Royal Bank of Canada (RBC)
Scotiabank isn’t the only bank that allegedly gives business owners a hard time. Another entrepreneur reports that Royal Bank fails to inform its clients of potential charges which could amount to thousands of dollars in lost capital.
This particular business owner, who had moved hundreds of thousands of dollars through their business account in a year, lost about $1,800 to overdraft charges they were never notified about.
RBC also runs into more than its share of customer service issues. One client had a substantial amount of their time wasted waiting to hear back about a loan application. It was only after dropping into their local branch on a weekend that a casual conversation revealed the news the client had been waiting weeks for: the bank couldn’t grant the amount requested.
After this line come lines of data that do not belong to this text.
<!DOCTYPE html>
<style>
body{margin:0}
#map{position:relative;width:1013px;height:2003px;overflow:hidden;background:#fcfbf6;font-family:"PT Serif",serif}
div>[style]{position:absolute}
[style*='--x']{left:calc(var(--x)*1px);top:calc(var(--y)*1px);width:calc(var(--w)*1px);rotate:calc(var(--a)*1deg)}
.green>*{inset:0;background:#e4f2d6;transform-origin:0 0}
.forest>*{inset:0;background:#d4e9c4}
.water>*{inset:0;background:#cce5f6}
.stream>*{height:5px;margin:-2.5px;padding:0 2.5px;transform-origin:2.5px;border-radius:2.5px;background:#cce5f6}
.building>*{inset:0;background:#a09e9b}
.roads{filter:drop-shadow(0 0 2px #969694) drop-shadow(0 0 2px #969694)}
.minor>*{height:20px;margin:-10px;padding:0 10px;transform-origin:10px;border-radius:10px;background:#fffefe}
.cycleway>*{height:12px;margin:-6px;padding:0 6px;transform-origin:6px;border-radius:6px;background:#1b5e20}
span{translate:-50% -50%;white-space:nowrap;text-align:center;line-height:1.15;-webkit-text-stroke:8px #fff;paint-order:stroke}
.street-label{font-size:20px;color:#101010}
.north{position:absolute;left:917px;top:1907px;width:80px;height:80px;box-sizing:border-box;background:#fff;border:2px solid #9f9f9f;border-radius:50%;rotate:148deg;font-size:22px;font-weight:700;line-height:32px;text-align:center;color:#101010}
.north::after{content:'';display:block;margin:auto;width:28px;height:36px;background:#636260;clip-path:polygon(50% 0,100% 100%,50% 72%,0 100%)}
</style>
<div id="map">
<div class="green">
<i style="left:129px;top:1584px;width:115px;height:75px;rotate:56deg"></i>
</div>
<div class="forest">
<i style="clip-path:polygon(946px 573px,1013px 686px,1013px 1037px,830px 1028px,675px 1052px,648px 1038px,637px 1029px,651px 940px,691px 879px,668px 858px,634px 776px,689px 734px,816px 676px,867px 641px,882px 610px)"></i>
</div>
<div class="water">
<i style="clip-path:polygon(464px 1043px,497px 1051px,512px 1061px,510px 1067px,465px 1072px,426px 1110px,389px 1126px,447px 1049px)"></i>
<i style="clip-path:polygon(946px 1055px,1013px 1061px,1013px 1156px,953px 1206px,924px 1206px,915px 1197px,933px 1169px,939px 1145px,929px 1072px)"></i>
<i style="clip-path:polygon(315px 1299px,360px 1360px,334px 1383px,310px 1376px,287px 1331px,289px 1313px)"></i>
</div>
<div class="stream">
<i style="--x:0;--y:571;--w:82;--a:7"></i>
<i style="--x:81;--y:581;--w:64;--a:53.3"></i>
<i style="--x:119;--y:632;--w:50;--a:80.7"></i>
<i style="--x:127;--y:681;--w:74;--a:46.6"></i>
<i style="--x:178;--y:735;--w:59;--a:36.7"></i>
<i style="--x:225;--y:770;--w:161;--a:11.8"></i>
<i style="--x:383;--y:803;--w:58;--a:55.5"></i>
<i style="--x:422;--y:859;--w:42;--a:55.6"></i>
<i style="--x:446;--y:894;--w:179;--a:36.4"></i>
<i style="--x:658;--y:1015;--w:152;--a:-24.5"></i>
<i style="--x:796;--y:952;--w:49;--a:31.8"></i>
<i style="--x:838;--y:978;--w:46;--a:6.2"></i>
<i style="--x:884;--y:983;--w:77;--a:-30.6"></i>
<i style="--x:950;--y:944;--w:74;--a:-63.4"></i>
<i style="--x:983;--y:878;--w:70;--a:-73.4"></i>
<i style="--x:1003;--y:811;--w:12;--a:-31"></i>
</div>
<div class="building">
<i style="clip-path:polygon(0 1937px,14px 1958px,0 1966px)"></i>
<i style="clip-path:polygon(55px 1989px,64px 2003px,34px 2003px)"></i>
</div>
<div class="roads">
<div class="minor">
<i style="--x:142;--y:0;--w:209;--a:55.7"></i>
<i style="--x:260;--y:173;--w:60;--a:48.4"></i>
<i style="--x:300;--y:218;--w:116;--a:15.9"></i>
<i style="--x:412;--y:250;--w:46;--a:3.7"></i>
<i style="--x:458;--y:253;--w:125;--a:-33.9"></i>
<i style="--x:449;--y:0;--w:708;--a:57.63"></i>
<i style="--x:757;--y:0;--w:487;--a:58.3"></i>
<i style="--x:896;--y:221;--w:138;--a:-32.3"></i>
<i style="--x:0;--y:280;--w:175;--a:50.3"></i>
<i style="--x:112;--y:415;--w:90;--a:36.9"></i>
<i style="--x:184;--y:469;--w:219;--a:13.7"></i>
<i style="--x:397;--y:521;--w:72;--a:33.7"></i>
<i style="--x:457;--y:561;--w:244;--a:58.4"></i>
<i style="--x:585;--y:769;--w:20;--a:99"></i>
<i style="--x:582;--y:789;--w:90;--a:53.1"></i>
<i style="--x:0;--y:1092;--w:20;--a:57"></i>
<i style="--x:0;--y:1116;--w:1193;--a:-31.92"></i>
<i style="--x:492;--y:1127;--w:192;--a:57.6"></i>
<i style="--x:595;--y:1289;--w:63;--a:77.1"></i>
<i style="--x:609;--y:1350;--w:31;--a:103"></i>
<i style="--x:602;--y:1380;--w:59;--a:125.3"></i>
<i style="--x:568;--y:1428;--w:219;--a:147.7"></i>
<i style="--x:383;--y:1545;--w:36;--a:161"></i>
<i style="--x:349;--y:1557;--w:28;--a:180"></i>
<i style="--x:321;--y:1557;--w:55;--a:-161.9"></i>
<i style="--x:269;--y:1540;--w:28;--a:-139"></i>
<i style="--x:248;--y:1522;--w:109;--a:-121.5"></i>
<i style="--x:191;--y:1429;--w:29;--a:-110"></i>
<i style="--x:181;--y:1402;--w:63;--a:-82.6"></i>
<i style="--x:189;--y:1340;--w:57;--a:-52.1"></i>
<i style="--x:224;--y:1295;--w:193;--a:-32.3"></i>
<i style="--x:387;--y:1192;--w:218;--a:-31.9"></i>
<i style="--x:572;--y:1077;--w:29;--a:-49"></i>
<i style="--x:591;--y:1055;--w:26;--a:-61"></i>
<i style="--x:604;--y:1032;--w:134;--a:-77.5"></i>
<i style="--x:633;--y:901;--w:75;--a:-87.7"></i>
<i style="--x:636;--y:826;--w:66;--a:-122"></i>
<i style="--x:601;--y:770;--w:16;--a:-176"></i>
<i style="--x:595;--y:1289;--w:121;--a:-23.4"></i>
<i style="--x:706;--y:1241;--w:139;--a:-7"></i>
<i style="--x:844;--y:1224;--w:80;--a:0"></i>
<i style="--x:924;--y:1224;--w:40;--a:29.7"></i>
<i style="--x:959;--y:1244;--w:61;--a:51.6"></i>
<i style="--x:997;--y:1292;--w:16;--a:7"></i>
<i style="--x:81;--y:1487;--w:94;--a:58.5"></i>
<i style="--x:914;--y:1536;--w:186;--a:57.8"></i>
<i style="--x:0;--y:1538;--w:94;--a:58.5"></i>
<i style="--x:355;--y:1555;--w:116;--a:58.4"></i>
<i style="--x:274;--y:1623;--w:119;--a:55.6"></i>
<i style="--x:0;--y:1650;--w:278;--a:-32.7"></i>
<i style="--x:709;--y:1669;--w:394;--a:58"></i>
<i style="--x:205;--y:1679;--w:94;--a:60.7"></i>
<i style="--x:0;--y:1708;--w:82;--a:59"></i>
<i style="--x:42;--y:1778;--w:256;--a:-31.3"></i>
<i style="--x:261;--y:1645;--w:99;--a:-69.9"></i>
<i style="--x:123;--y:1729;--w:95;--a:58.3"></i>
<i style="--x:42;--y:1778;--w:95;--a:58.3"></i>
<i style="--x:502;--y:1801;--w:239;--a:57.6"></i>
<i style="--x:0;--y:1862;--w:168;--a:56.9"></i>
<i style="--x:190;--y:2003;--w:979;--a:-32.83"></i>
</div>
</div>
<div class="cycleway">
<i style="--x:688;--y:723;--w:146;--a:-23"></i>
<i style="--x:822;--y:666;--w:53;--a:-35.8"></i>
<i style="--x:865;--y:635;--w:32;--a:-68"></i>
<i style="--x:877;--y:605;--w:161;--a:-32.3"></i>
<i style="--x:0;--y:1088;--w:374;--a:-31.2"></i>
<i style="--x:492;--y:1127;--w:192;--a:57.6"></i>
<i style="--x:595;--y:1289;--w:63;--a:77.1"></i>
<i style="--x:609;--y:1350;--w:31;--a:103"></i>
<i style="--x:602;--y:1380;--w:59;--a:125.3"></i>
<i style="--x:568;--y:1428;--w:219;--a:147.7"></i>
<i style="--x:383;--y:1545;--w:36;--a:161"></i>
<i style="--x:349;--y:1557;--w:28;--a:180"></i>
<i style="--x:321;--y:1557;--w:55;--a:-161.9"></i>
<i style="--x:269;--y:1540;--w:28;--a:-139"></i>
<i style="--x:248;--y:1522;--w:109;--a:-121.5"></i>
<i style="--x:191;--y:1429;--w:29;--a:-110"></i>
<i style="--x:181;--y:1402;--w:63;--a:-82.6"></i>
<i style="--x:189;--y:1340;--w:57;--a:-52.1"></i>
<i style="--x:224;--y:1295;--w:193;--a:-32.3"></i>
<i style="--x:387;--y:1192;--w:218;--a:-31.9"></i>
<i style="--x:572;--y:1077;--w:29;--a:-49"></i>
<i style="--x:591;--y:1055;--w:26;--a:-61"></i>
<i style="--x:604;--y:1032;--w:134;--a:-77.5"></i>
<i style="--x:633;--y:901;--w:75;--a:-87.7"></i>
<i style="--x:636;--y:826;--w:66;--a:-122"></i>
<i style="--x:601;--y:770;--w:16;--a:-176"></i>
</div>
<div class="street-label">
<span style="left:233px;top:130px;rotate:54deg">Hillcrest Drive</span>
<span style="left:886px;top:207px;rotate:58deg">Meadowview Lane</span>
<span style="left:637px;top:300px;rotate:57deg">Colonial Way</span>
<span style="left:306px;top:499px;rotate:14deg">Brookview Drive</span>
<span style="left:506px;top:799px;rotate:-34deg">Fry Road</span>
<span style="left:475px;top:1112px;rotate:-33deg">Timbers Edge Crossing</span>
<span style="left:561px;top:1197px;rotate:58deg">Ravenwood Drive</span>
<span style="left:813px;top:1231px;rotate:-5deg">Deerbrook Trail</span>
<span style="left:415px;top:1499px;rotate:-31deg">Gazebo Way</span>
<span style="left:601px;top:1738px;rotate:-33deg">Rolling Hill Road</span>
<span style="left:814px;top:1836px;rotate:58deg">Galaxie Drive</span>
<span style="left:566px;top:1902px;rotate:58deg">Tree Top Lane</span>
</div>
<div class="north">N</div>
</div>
Canadian Imperial Bank of Commerce (CIBC)
CIBC also has more than a few complaints levelled against it. For instance, one customer went to transfer the balance of an existing credit account onto a CIBC card that was offering a no-interest promotion period. Despite this, they started charging interest anyway, forcing the client to call and write multiple times each month to get the charges reversed.
Another client was faced with the heartbreaking task of closing the accounts of two loved ones who had passed away. The CIBC branch in question failed to follow simple instructions from the estate executor, which caused the process to drag out for weeks. Meanwhile, the comments made by employees to the client were often dismissive and lacking in compassion during an incredibly heart-wrenching time.
It’s not all bad, but Canadian banks need to be better
Most Canadians have at least an acceptable relationship with their bank. They may run into occasional annoyances, but few run into truly upsetting issues. However, thanks to human nature, nightmare scenarios like the ones described above get reported far more often than great customer service.
The Canadian banking sector has many good things going for it: they are among the most stable in the world, opening hours are getting better all the time, and their profitability means investors are privy to generous dividends. For example, BMO hasn’t missed a dividend payment since 1829.
Still, most of the mentioned incidents shouldn’t ever happen. The biggest problem Canadian banks have lies with customer service, both in-person and on the phone. In addition to improving how they treat their clients, offering products like no-fee chequing accounts and becoming more cost competitive with credit unions will help improve the reputation of Canada’s Big 5 financial institutions.